By John W. Woodard
The legal challenge to Indiana’s new business-friendly right-to-work law may be short lived. Local 150 of the International Union of Operating Engineers sued in federal court claiming the law is both unconstitutional and pre-empted by federal labor law. The Union has withdrawn its motion for a TRO enjoining enforcement of the law, and the Indiana Attorney General’s office recently filed a motion to dismiss the case. The A.G.’s supporting memorandum of law (http://www.wyattfirm.com/uploads/92/doc/Right%20To%20Work%20Memo.pdf ) presents compelling arguments for dismissal – not the least of which being that the United States Supreme Court has validated similar legislation in other states. See, e.g., Lincoln Fed. Labor Union No. 19129, A.F. of L. v. Nw. Iron & Metal Co., 335 U.S. 525, 532 (1949).
Right-to-work laws prohibit provisions in union contracts which force non-member employees in unionized workplaces to pay “fair share” fees for a union’s collective bargaining efforts and representation.

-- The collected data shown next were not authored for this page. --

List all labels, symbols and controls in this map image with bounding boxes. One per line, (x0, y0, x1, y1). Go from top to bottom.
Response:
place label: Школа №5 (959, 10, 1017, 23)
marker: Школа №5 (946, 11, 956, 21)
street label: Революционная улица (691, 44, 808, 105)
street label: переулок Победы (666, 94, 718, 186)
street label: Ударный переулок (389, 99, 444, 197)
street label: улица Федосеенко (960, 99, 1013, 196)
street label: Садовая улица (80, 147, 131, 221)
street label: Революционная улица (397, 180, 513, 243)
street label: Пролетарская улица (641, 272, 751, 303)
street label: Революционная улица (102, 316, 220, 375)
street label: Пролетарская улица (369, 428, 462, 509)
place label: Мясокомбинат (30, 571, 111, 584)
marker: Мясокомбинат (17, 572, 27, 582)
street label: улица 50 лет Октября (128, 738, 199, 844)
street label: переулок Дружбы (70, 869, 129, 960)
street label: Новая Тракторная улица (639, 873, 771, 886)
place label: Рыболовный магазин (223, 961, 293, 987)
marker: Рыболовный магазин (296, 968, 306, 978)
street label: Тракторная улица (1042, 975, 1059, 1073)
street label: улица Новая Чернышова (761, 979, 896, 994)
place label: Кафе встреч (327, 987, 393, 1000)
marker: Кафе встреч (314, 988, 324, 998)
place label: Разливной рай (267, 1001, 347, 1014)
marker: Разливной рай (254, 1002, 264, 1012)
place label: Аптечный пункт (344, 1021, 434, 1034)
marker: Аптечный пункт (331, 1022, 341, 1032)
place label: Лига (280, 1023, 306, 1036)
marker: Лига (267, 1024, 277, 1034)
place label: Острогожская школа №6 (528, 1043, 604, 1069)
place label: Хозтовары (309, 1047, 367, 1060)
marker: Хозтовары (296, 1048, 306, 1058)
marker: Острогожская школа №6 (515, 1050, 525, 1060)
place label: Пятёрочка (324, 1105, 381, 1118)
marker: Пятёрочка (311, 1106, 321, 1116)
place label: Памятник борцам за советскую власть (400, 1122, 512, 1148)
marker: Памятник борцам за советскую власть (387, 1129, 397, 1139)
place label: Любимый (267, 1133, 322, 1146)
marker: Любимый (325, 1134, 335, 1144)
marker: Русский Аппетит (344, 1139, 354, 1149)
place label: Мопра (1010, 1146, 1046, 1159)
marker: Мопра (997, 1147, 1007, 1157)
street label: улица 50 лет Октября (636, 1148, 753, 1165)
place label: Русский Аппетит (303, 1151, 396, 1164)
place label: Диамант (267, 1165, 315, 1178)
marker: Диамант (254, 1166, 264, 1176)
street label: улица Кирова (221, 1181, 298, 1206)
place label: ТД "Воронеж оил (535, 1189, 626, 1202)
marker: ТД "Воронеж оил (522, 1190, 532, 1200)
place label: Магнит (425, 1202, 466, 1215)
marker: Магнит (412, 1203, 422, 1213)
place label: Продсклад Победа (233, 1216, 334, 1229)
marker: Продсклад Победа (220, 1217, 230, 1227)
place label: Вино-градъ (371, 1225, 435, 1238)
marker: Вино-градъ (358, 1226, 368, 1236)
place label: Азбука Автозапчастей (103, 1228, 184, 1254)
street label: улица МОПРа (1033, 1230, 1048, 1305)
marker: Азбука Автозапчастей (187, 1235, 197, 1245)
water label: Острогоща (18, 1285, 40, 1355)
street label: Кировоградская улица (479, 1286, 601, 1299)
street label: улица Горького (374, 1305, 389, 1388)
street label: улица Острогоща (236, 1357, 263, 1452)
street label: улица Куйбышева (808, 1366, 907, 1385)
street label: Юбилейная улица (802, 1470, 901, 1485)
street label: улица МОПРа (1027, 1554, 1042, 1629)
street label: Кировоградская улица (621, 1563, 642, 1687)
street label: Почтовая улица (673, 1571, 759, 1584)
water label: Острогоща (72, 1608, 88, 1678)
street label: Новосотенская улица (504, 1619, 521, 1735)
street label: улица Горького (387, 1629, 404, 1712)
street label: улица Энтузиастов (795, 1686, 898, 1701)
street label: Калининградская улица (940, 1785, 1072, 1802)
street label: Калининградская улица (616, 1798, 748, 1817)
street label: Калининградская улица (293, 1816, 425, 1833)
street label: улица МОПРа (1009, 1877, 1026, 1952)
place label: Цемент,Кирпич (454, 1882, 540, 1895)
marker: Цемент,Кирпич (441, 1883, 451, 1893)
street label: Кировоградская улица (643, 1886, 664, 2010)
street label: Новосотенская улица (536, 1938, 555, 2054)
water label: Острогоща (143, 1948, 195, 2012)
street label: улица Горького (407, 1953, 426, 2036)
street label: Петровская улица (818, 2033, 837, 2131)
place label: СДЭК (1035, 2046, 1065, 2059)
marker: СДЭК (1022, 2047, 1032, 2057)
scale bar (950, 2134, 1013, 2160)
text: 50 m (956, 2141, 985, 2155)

Indiana is the 23rd state to adopt business-friendly right-to-work legislation, and it is the first state to have done so since Oklahoma in 2001.
Governor Mitch Daniels says the state has heard from a number of companies considering Indiana for location or expansion because of its business-friendly right-to-work law, and Indiana has reportedly signed agreements with at least three companies since the law’s passage.